In 2011, the U.S. Environmental Protection Agency (EPA) began a series of research projects into the impacts and potential impacts of fracking on water that are scheduled for completion later this year. Data from 333 oil and gas wells from across the United States are being examined to assess the effectiveness of current well construction practices at containing gases and liquids before, during, and after hydraulic fracturing. In addition, computer models are being developed to evaluate the potential risk to water resources from water acquisition, well injection, wastewater treatment and waste water disposal from hydrofracking. The computer models are also being used to explore the possibility of subsurface gas and fluid migration from deep shale formations to overlying aquifers in different scenarios.

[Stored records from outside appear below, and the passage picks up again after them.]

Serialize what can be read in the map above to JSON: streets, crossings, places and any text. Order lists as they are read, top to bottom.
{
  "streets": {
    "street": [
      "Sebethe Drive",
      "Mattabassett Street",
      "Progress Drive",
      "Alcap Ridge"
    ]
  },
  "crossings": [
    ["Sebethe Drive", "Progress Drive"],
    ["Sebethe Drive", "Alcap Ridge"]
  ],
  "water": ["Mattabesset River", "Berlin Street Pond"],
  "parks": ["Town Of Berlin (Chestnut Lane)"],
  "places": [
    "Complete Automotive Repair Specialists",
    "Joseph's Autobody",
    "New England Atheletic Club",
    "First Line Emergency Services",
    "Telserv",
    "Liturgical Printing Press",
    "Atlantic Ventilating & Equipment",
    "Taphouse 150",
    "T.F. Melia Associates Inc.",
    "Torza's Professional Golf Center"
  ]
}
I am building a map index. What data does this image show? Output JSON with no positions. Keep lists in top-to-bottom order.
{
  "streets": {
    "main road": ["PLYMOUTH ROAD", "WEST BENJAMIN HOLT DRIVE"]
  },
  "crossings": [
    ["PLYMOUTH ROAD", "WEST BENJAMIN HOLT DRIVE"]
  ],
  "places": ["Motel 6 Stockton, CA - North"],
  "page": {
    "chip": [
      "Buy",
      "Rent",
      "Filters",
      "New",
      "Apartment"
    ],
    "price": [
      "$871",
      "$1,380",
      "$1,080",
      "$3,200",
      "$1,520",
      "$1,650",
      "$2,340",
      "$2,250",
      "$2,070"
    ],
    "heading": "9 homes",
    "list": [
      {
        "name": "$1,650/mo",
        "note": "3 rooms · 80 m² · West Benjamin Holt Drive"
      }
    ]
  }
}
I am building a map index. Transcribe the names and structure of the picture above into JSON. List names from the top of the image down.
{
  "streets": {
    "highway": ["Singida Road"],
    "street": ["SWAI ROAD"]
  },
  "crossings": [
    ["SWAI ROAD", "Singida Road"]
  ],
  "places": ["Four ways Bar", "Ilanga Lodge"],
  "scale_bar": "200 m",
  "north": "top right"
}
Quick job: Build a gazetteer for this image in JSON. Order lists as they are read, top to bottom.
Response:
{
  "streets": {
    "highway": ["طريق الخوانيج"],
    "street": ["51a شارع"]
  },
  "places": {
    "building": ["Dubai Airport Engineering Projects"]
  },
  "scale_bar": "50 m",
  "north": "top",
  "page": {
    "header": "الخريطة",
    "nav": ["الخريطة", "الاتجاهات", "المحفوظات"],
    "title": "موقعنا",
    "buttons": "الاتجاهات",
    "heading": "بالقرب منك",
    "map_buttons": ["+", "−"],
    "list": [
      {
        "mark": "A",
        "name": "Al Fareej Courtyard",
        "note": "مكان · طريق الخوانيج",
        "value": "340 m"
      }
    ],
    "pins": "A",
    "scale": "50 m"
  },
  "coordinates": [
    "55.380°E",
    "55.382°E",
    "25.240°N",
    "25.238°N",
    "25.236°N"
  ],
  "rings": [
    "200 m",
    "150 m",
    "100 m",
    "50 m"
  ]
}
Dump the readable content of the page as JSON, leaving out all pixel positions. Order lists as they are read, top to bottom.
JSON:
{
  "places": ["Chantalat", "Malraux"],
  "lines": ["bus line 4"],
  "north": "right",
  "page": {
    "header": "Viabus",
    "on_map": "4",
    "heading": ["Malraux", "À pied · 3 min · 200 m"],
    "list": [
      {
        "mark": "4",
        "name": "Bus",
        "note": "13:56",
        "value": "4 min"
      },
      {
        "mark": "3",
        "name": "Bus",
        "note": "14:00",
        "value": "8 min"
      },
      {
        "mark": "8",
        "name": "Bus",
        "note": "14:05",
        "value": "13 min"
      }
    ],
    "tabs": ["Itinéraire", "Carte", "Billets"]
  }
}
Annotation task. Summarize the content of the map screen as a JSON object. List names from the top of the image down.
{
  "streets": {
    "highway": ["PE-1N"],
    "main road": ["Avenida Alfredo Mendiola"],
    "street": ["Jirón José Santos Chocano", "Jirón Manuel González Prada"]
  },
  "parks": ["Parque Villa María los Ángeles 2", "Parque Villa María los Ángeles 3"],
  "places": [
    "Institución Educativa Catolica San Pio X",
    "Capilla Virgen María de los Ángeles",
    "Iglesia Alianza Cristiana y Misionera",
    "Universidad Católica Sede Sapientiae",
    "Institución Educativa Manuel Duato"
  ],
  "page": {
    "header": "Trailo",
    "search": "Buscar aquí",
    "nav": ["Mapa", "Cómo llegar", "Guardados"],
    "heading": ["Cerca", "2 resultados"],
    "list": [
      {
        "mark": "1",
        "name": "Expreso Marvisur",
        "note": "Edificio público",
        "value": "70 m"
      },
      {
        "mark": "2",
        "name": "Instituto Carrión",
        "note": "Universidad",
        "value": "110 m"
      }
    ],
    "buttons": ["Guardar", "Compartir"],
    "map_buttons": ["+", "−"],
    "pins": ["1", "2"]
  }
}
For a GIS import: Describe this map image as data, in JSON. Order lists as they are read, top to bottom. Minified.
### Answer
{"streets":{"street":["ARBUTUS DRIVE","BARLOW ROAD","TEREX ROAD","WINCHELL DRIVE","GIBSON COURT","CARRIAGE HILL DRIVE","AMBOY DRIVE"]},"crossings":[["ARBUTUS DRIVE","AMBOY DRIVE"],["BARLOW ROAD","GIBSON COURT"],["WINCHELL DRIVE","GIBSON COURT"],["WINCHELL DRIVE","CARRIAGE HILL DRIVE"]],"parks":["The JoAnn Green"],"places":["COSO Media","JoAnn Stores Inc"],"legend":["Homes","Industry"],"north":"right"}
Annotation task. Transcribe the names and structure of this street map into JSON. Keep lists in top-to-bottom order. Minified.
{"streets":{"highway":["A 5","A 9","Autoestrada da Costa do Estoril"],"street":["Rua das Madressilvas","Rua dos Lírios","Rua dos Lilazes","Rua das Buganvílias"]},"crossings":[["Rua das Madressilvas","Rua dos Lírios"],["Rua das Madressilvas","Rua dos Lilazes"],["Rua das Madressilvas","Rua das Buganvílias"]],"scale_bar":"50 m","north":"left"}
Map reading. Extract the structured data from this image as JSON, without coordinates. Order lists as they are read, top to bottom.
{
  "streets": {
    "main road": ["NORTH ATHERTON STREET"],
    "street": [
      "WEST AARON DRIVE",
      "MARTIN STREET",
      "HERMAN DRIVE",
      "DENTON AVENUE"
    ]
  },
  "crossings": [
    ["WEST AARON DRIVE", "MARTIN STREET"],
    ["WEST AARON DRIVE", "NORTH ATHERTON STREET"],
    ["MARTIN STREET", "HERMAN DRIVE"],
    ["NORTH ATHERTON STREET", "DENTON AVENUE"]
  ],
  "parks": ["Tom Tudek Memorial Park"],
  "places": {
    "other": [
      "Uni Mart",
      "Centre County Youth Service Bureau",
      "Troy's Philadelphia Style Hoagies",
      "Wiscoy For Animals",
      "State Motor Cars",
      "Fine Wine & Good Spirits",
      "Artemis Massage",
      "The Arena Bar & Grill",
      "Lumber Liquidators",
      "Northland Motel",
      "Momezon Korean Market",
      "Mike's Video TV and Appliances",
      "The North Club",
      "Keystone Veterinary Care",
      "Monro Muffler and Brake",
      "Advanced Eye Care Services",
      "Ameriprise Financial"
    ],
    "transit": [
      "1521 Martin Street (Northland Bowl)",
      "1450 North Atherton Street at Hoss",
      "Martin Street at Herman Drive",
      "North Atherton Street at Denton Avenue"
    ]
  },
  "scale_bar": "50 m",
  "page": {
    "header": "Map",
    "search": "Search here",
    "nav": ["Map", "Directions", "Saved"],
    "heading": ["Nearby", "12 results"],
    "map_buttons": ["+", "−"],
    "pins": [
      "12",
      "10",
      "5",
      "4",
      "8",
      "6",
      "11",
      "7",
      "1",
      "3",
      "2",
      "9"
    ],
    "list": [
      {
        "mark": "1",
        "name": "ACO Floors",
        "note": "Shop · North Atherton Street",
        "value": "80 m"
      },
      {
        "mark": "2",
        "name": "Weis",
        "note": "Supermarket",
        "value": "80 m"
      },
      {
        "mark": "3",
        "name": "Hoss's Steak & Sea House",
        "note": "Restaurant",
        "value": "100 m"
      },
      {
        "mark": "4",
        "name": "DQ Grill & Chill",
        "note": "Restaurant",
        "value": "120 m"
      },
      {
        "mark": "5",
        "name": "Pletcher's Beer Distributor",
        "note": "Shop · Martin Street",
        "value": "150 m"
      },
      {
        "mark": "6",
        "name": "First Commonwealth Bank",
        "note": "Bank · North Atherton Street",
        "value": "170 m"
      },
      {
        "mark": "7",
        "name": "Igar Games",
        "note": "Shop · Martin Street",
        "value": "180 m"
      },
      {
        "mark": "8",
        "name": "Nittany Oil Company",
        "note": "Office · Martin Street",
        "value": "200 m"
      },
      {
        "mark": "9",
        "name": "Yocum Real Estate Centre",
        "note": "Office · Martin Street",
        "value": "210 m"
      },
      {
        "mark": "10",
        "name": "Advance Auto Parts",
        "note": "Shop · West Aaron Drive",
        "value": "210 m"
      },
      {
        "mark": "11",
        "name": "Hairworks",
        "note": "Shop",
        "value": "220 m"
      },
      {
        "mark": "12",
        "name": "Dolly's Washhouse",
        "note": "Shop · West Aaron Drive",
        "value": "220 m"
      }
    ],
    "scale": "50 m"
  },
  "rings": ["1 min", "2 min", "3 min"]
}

The effectiveness of the models will be dependent on how closely the model predicts transport behavior in rock and shale and the similarity in behavior of different formations. These studies will be the basis for future regulations for oil and gas operations. Whether the EPA will regulate oil and gas exploration nationally or leave the oversight in the hands of the states is an open question. There is an argument that water resources and geology are very local phenomena and cannot be generalized over the nation and that hydraulic fracturing should remain under local oversight. This decision from the New York Court of Appeals and the Pennsylvania decision in 2013 clearly state that local municipalities are responsible for deciding if hydrofracking within their communities is in the best interest of their community.